The car became a commodity. Commodities do not produce the transformation on which American life is based. Over time, the U.S. auto industry had to deal with competing commodities produced by countries that thrive on them. German Volkswagens and Japanese Toyotas poured onto the U.S. market, while U.S. auto industry managers remained frozen in their processes, assuming their product was eternal. By the 1970s, Chrysler was crumbling. It is in this context that we consider Apple Inc., the tech giant that reported disappointing sales last quarter, causing its stock prices to drop.
The microchip, a core technology that has been at least as transformative as the combustion engine, is commercially about 50 years old. (I held a Hewlett-Packard microchip-driven calculator in my hand in 1972.) The surge in American productivity driven by the microchip ended in the last decade. The products that flowed from microchip technology – the computer and the cellphone among them – remain indispensable to society, but they have already transformed our lives.
In the early years of the auto industry, when new models rolled out of Detroit, everyone was transfixed. Now, a model year means almost nothing. When cellphones first emerged and when Apple created devices that received email, took photographs and provided navigation, in addition to taking calls, consumers greeted each new generation with genuine, almost hysterical anticipation. Yet the microchip, the cellphone and the smartphone also have become commodities. Countries that excel in commodity production have taken over. Most of Apple’s products are manufactured in those places.
It’s been a while since Apple or any of its peers has introduced a cellphone feature that has revolutionized the way we live. Jobs, Gates and Grove – the original tech disruptors – are gone or have moved on. Computing and cellphones are no edgier today than an Oldsmobile was in 1965. The technology is simply part of our lives; the launch of Apple’s $1,000 cellphone met with the same tepid response that greeted the Edsel in 1958. The Edsel was just a car. New iPhones are just phones, and these days nobody lines up at the Apple Store to buy them.
The endless, merciless search for the next big thing that will change everything is what drives the United States. When it’s found, it does just that. But America is easily bored and takes miracles as commonplace. It has no pity for the old, and the old cannot grasp that their time has passed. This is what is happening to the U.S. computer industry, like the auto industry before it. The latter saw itself as the center of American culture and was shocked when the culture moved on. It couldn’t adjust. Apple is now feeling that same pressure and can’t imagine that it will soon be as uninteresting as a minivan. Today, we hear the computer industry emitting the first sounds of the appeals the auto industry made in the 1970s: The Federal government must do something, since without our industry, America is not America.
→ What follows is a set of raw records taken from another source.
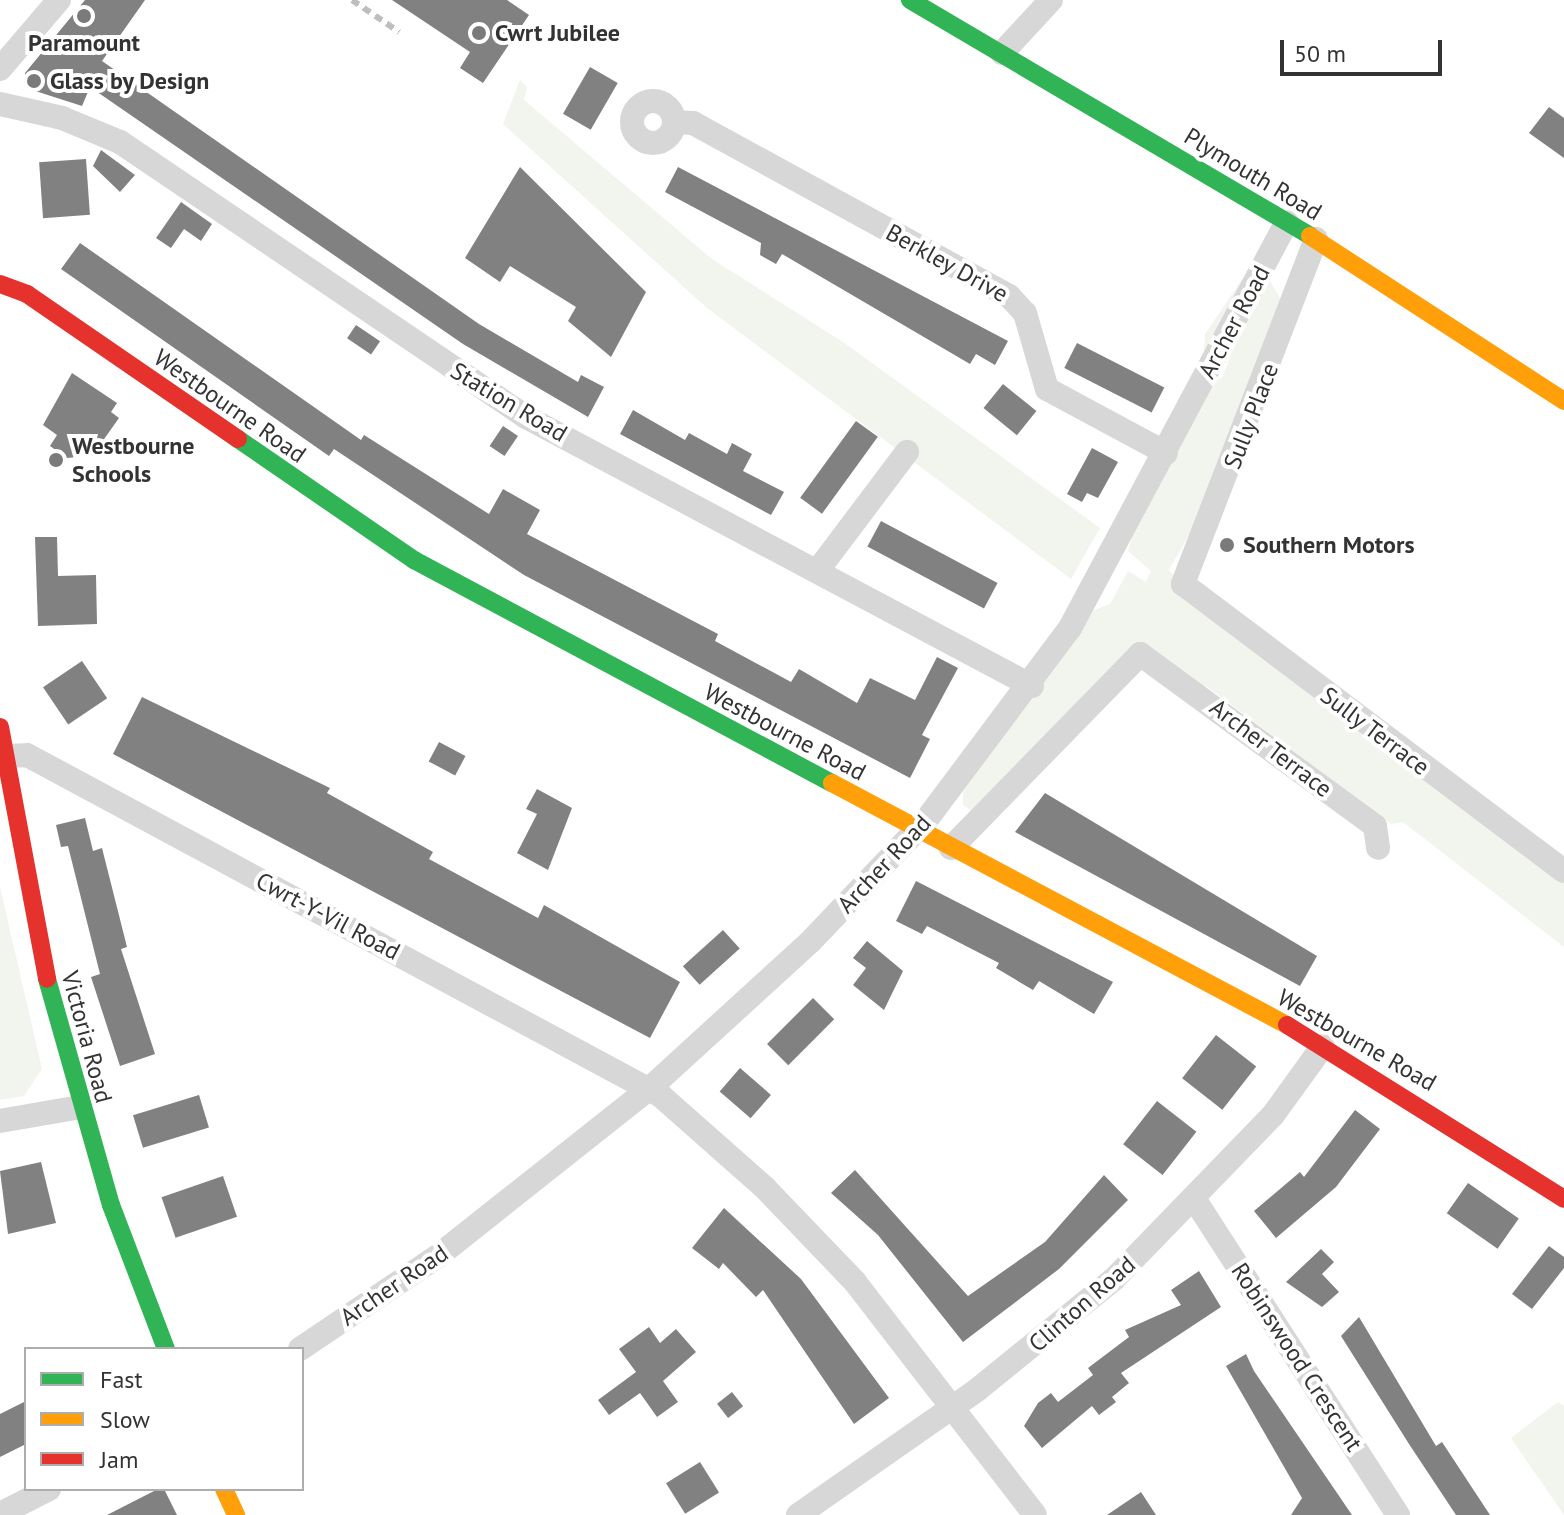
<!DOCTYPE html>
<html>
<head>
<meta charset="utf-8">
<style>
  body { margin:0 }
  #map { position:relative; width:1564px; height:1515px; overflow:hidden; background:#fff; font-family:"PT Sans",sans-serif }
  div>[style] { position:absolute }
  .green>* { inset:0; background:#f1f5ed }
  .building>* { inset:0; background:#818181; transform-origin:0 0 }
  .street>* { height:24px; margin:-12px; padding:0 12px; transform-origin:12px; border-radius:12px; background:#d7d7d7 }
  .street>.ring { margin:-12px; padding:0; box-sizing:content-box; background:none; border:24px solid #d7d7d7; border-radius:50% }
  .fast>* { height:18px; margin:-9px; padding:0 9px; transform-origin:9px; border-radius:9px; background:#30b455 }
  .slow>* { height:18px; margin:-9px; padding:0 9px; transform-origin:9px; border-radius:9px; background:#ff9f0a }
  .jam>* { height:18px; margin:-9px; padding:0 9px; transform-origin:9px; border-radius:9px; background:#e5322d }
  .rail>* { height:6px; margin-top:-3px; transform-origin:0; background:repeating-linear-gradient(90deg,#bebebe 0 8px,transparent 0 14px) }
  .dots>* { width:22px; height:22px; translate:-50% -50%; box-sizing:border-box; border:4px solid #fff; border-radius:50% }
  span { translate:-50% -50%; white-space:nowrap; text-align:center; line-height:1.15; -webkit-text-stroke:8px #fff; paint-order:stroke }
  .poi-label { font-size:24px; color:#333; font-weight:700 }
  .left { translate:0 -50%; text-align:left }
  .street-label { font-size:24px; color:#333 }
  .legend { position:absolute; left:24px; top:1347px; width:280px; height:144px; box-sizing:border-box; background:#fff; border:2px solid #adadad; margin:0; padding:10px 14px; list-style:none; font-size:24px; color:#333 }
  .legend li { display:flex; align-items:center; gap:16px; height:40px }
  .legend b { width:40px; border:2px solid #adadad }
  .scale { position:absolute; left:1280px; top:40px; width:162px; height:36px; box-sizing:border-box; border:4px solid #333; border-top:0; padding-left:10px; font-size:24px; line-height:28px; white-space:nowrap; color:#333; -webkit-text-stroke:6px #fff; paint-order:stroke }
</style>
</head>
<body>
<div id="map">
  <div class="green">
    <i style="clip-path:polygon(520px 80px,527px 87px,524px 100px,712px 259px,843px 342px,1100px 528px,1071px 579px,707px 308px,503px 124px)"></i>
    <i style="clip-path:polygon(1243px 278px,1270px 281px,1284px 305px,1217px 462px,1222px 477px,1169px 570px,1232px 636px,1564px 883px,1564px 947px,1403px 822px,1391px 824px,1206px 686px,1185px 690px,1158px 672px,1141px 670px,978px 815px,963px 805px,963px 792px,1090px 612px,1110px 604px,1128px 571px,1146px 582px,1151px 571px,1128px 551px,1138px 517px,1209px 383px,1222px 378px,1231px 354px,1204px 353px,1205px 334px)"></i>
    <i style="clip-path:polygon(0 887px,42px 1069px,24px 1096px,0 1100px)"></i>
    <i style="clip-path:polygon(1558px 1402px,1564px 1406px,1564px 1515px,1511px 1438px)"></i>
  </div>
  <div class="building">
    <i style="clip-path:polygon(85px 0,145px 0,102px 61px,479px 324px,578px 382px,581px 375px,604px 387px,588px 417px,463px 344px,90px 87px,82px 106px,26px 88px,25px 73px)"></i>
    <i style="clip-path:polygon(392px 0,507px 0,529px 15px,483px 83px,460px 68px,470px 52px)"></i>
    <i style="left:590px;top:67px;width:32px;height:54px;rotate:30deg"></i>
    <i style="clip-path:polygon(1549px 107px,1564px 118px,1564px 158px,1529px 133px)"></i>
    <i style="clip-path:polygon(101px 150px,135px 175px,120px 192px,93px 166px)"></i>
    <i style="left:86px;top:159px;width:56px;height:47px;rotate:86deg"></i>
    <i style="clip-path:polygon(520px 167px,646px 292px,611px 357px,568px 321px,576px 307px,510px 266px,500px 282px,465px 258px)"></i>
    <i style="clip-path:polygon(678px 167px,1008px 341px,995px 365px,976px 354px,970px 364px,782px 254px,776px 264px,760px 255px,761px 243px,665px 192px)"></i>
    <i style="clip-path:polygon(181px 202px,212px 224px,201px 241px,184px 229px,171px 248px,156px 238px)"></i>
    <i style="clip-path:polygon(80px 243px,361px 440px,364px 435px,489px 514px,503px 489px,540px 510px,527px 534px,718px 634px,715px 641px,791px 682px,799px 669px,857px 703px,870px 678px,915px 700px,937px 657px,958px 668px,922px 735px,930px 739px,910px 778px,524px 575px,334px 449px,329px 456px,61px 269px)"></i>
    <i style="left:356px;top:325px;width:29px;height:16px;rotate:34deg"></i>
    <i style="left:1077px;top:343px;width:98px;height:28px;rotate:27deg"></i>
    <i style="clip-path:polygon(72px 373px,117px 403px,111px 412px,119px 418px,102px 442px,92px 436px,78px 457px,67px 458px,50px 446px,57px 435px,43px 425px)"></i>
    <i style="left:1003px;top:384px;width:43px;height:31px;rotate:39deg"></i>
    <i style="clip-path:polygon(633px 410px,685px 440px,689px 433px,727px 454px,732px 443px,752px 454px,743px 471px,784px 492px,771px 515px,620px 434px)"></i>
    <i style="left:856px;top:421px;width:27px;height:95px;rotate:36deg"></i>
    <i style="left:503px;top:426px;width:18px;height:24px;rotate:34deg"></i>
    <i style="clip-path:polygon(1092px 448px,1118px 462px,1098px 498px,1087px 493px,1082px 502px,1067px 494px)"></i>
    <i style="left:881px;top:521px;width:132px;height:29px;rotate:28deg"></i>
    <i style="clip-path:polygon(35px 537px,57px 537px,58px 576px,96px 575px,97px 624px,38px 626px)"></i>
    <i style="left:82px;top:661px;width:45px;height:47px;rotate:56deg"></i>
    <i style="clip-path:polygon(142px 697px,330px 788px,327px 793px,433px 852px,429px 859px,538px 918px,544px 905px,680px 982px,650px 1038px,113px 754px)"></i>
    <i style="left:439px;top:742px;width:30px;height:22px;rotate:28deg"></i>
    <i style="clip-path:polygon(537px 789px,572px 808px,548px 870px,517px 853px,537px 814px,526px 809px)"></i>
    <i style="clip-path:polygon(1045px 793px,1317px 956px,1300px 986px,1015px 832px)"></i>
    <i style="clip-path:polygon(85px 818px,93px 851px,102px 848px,127px 947px,121px 949px,155px 1054px,120px 1066px,91px 977px,100px 974px,68px 846px,61px 847px,56px 825px)"></i>
    <i style="clip-path:polygon(916px 881px,1113px 982px,1094px 1014px,1039px 981px,1033px 990px,996px 968px,999px 963px,927px 926px,922px 934px,896px 921px)"></i>
    <i style="left:723px;top:930px;width:25px;height:54px;rotate:48deg"></i>
    <i style="clip-path:polygon(867px 941px,903px 971px,884px 1010px,853px 985px,866px 968px,853px 958px)"></i>
    <i style="left:813px;top:998px;width:30px;height:65px;rotate:45deg"></i>
    <i style="left:1216px;top:1035px;width:51px;height:55px;rotate:38deg"></i>
    <i style="left:740px;top:1068px;width:41px;height:31px;rotate:41deg"></i>
    <i style="left:199px;top:1095px;width:34px;height:69px;rotate:73deg"></i>
    <i style="left:1157px;top:1101px;width:50px;height:55px;rotate:38deg"></i>
    <i style="clip-path:polygon(1355px 1110px,1380px 1129px,1336px 1187px,1276px 1238px,1254px 1211px,1300px 1172px,1304px 1177px)"></i>
    <i style="clip-path:polygon(41px 1162px,56px 1223px,8px 1234px,0 1171px)"></i>
    <i style="clip-path:polygon(855px 1170px,968px 1296px,1045px 1242px,1104px 1175px,1128px 1200px,1059px 1269px,963px 1342px,878px 1235px,831px 1193px)"></i>
    <i style="left:223px;top:1176px;width:43px;height:65px;rotate:71deg"></i>
    <i style="left:1468px;top:1183px;width:62px;height:37px;rotate:35deg"></i>
    <i style="clip-path:polygon(724px 1208px,801px 1279px,889px 1398px,854px 1424px,763px 1290px,756px 1297px,723px 1263px,719px 1269px,692px 1248px)"></i>
    <i style="clip-path:polygon(1549px 1246px,1564px 1257px,1564px 1268px,1532px 1309px,1512px 1294px)"></i>
    <i style="clip-path:polygon(1321px 1249px,1334px 1262px,1322px 1274px,1339px 1292px,1322px 1307px,1286px 1282px)"></i>
    <i style="clip-path:polygon(1199px 1271px,1221px 1307px,1121px 1373px,1129px 1383px,1112px 1397px,1116px 1402px,1099px 1415px,1092px 1406px,1042px 1448px,1024px 1426px,1038px 1403px,1051px 1393px,1058px 1402px,1093px 1375px,1088px 1368px,1129px 1337px,1125px 1330px,1181px 1305px,1171px 1290px)"></i>
    <i style="clip-path:polygon(1359px 1317px,1436px 1446px,1442px 1442px,1490px 1515px,1456px 1515px,1409px 1444px,1341px 1336px)"></i>
    <i style="clip-path:polygon(649px 1327px,660px 1343px,676px 1329px,696px 1352px,663px 1381px,678px 1402px,657px 1417px,640px 1393px,609px 1415px,598px 1400px,636px 1372px,619px 1349px)"></i>
    <i style="clip-path:polygon(1246px 1354px,1254px 1371px,1352px 1515px,1291px 1515px,1302px 1498px,1226px 1366px)"></i>
    <i style="left:732px;top:1392px;width:18px;height:19px;rotate:52deg"></i>
    <i style="clip-path:polygon(26px 1401px,26px 1444px,0 1457px,0 1414px)"></i>
    <i style="left:700px;top:1462px;width:36px;height:40px;rotate:58deg"></i>
    <i style="clip-path:polygon(164px 1489px,177px 1515px,107px 1515px,158px 1489px)"></i>
    <i style="clip-path:polygon(1141px 1492px,1156px 1515px,1107px 1515px)"></i>
  </div>
  <div class="street">
    <i style="left:1002px;top:53px;width:72px;rotate:-47.2deg"></i>
    <i style="left:0;top:69px;width:91px;rotate:-49.5deg"></i>
    <i class="ring" style="left:632px;top:101px;width:18px;height:18px"></i>
    <i style="left:0;top:104px;width:64px;rotate:12.7deg"></i>
    <i style="left:62px;top:118px;width:63px;rotate:22.5deg"></i>
    <i style="left:120px;top:142px;width:490px;rotate:34.1deg"></i>
    <i style="left:526px;top:417px;width:573px;rotate:28deg"></i>
    <i style="left:674px;top:122px;width:19px;rotate:3deg"></i>
    <i style="left:693px;top:123px;width:360px;rotate:28.7deg"></i>
    <i style="left:1009px;top:296px;width:23px;rotate:47deg"></i>
    <i style="left:1025px;top:313px;width:79px;rotate:73.9deg"></i>
    <i style="left:1047px;top:389px;width:135px;rotate:28.3deg"></i>
    <i style="left:1316px;top:239px;width:370px;rotate:111.1deg"></i>
    <i style="left:1183px;top:584px;width:477px;rotate:37deg"></i>
    <i style="left:818px;top:570px;width:148px;rotate:-53deg"></i>
    <i style="left:3px;top:756px;width:24px;rotate:-2deg"></i>
    <i style="left:27px;top:755px;width:720px;rotate:28.27deg"></i>
    <i style="left:661px;top:1096px;width:139px;rotate:41.5deg"></i>
    <i style="left:765px;top:1188px;width:130px;rotate:46.2deg"></i>
    <i style="left:855px;top:1282px;width:294px;rotate:52.3deg"></i>
    <i style="left:951px;top:848px;width:271px;rotate:-45.7deg"></i>
    <i style="left:1140px;top:654px;width:291px;rotate:36.2deg"></i>
    <i style="left:1375px;top:826px;width:22px;rotate:82deg"></i>
    <i style="left:0;top:1121px;width:81px;rotate:-9.9deg"></i>
    <i style="left:1195px;top:1200px;width:375px;rotate:57.2deg"></i>
    <i style="left:300px;top:1349px;width:166px;rotate:-34deg"></i>
    <i style="left:438px;top:1256px;width:269px;rotate:-38.4deg"></i>
    <i style="left:649px;top:1089px;width:218px;rotate:-42.4deg"></i>
    <i style="left:810px;top:942px;width:170px;rotate:-46.4deg"></i>
    <i style="left:927px;top:819px;width:239px;rotate:-53.2deg"></i>
    <i style="left:1070px;top:628px;width:460px;rotate:-61.9deg"></i>
    <i style="left:0;top:1514px;width:55px;rotate:-27deg"></i>
    <i style="left:798px;top:1515px;width:218px;rotate:-34.9deg"></i>
    <i style="left:977px;top:1390px;width:176px;rotate:-39deg"></i>
    <i style="left:1114px;top:1279px;width:228px;rotate:-45.9deg"></i>
    <i style="left:1273px;top:1115px;width:85px;rotate:-54.1deg"></i>
  </div>
  <div class="fast">
    <i style="left:910px;top:0;width:464px;rotate:30.5deg"></i>
    <i style="left:238px;top:439px;width:214px;rotate:34.5deg"></i>
    <i style="left:414px;top:560px;width:474px;rotate:28.1deg"></i>
    <i style="left:47px;top:979px;width:235px;rotate:74.2deg"></i>
    <i style="left:111px;top:1205px;width:154px;rotate:69.1deg"></i>
  </div>
  <div class="slow">
    <i style="left:1310px;top:236px;width:303px;rotate:33deg"></i>
    <i style="left:832px;top:783px;width:515px;rotate:28.01deg"></i>
    <i style="left:224px;top:1489px;width:29px;rotate:65deg"></i>
  </div>
  <div class="jam">
    <i style="left:0;top:284px;width:29px;rotate:20deg"></i>
    <i style="left:27px;top:294px;width:256px;rotate:34.5deg"></i>
    <i style="left:0;top:727px;width:256px;rotate:79.4deg"></i>
    <i style="left:1287px;top:1025px;width:327px;rotate:32.1deg"></i>
  </div>
  <div class="rail">
    <i style="left:352px;top:0;width:57px;rotate:34.2deg"></i>
  </div>
  <div class="dots">
    <i style="left:84px;top:16px;background:#7a7a7a"></i>
    <i style="left:479px;top:33px;background:#7a7a7a"></i>
    <i style="left:34px;top:81px;background:#7a7a7a"></i>
    <i style="left:56px;top:460px;background:#7a7a7a"></i>
    <i style="left:1227px;top:545px;background:#7a7a7a"></i>
  </div>
  <div class="poi-label">
    <span class="left" style="left:495px;top:33px">Cwrt Jubilee</span>
    <span style="left:84px;top:43px">Paramount</span>
    <span class="left" style="left:50px;top:81px">Glass by Design</span>
    <span class="left" style="left:72px;top:460px">Westbourne<br>Schools</span>
    <span class="left" style="left:1243px;top:545px">Southern Motors</span>
  </div>
  <div class="street-label">
    <span style="left:1253px;top:174px;rotate:31deg">Plymouth Road</span>
    <span style="left:947px;top:263px;rotate:29deg">Berkley Drive</span>
    <span style="left:1234px;top:322px;rotate:-62deg">Archer Road</span>
    <span style="left:509px;top:402px;rotate:31deg">Station Road</span>
    <span style="left:230px;top:406px;rotate:35deg">Westbourne Road</span>
    <span style="left:1251px;top:416px;rotate:-69deg">Sully Place</span>
    <span style="left:1375px;top:731px;rotate:37deg">Sully Terrace</span>
    <span style="left:785px;top:732px;rotate:28deg">Westbourne Road</span>
    <span style="left:1271px;top:748px;rotate:37deg">Archer Terrace</span>
    <span style="left:884px;top:864px;rotate:-47deg">Archer Road</span>
    <span style="left:328px;top:916px;rotate:28deg">Cwrt-Y-Vil Road</span>
    <span style="left:87px;top:1037px;rotate:75deg">Victoria Road</span>
    <span style="left:1357px;top:1040px;rotate:30deg">Westbourne Road</span>
    <span style="left:394px;top:1285px;rotate:-34deg">Archer Road</span>
    <span style="left:1082px;top:1304px;rotate:-41deg">Clinton Road</span>
    <span style="left:1297px;top:1357px;rotate:57deg">Robinswood Crescent</span>
  </div>
  <ul class="legend">
  <li><b style="height:10px;background:#30b455"></b>Fast</li>
  <li><b style="height:10px;background:#ff9f0a"></b>Slow</li>
  <li><b style="height:10px;background:#e5322d"></b>Jam</li>
  </ul>
  <div class="scale">50 m</div>
</div>
</body>
</html>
The microchip economy will demand that Federal policy focus on their needs. It might work for a while, but the need even to ask is the first sign of commoditization.
This progression – disruption, maturity, decline – has played out in industries from railroads to electricity. Once revolutionary, each became a commodity, no longer the source of a tenfold return on investment. The U.S. rapidly absorbs core technologies, and they become quotidian.
There is an interesting quirk to this cycle. We can sense that something new is coming, but we all assume it will be more of the same. The first half of the 20th century centered on transportation – cars, planes and rockets. In the 1960s, visions for the future included rockets flying between cities and to the moon, cars that were also boats or planes, personal helicopters, or personal jetpacks reminiscent of “The Jetsons.” Imagination is constrained by the moment. The most radical thought we have is often that the future will be like the present, only more so. It never is.
Silicon Valley and its observers are convinced that artificial intelligence will sustain microchip-driven industry. But the one thing we don’t understand is intelligence, and creating an analog to something we don’t understand is a dubious venture. That humans will create enormously more powerful computers is almost certain. Like intercity rockets, though, this endeavor raises the question of cost. How much will it cost to save hours of airplane flight? What is the cost of replacing a human’s mind with a simulation? I could be wrong – AI may live up to all the promises. If that’s the case, it will revolutionize not only how we live but the very rhythm of technology.
When a radical breakthrough reaches maturity, we await its next act – but there usually isn’t one. I remember holding that HP calculator without the slightest idea of how it would transform the way we live. I looked to the transportation industry to whisk me to Paris for a night and back home for finals. I wish it had.
Apple is living out an old story in American society, but it’s only at the beginning. We will expect more disruption from the company and its industry. There’s much money yet to be made. But the next extraordinary moment will not come from the tech industry. The managers must maintain stability. The next wave will surprise us, and we will not recognize its importance until years after it emerges.
The United States constantly reinvents its past and longs for the future. That is the foundation of its power. It has no mercy on what is passing away and worships that which is coming to be. American nostalgia has many shapes; for me, it is the BlackBerry. Its successor, the iPhone, won the battle (if not my heart). The iPhone now begins its slow transformation from totem to automatic transmission. It will be something that was once exciting, something that still exists but that no one really cares about.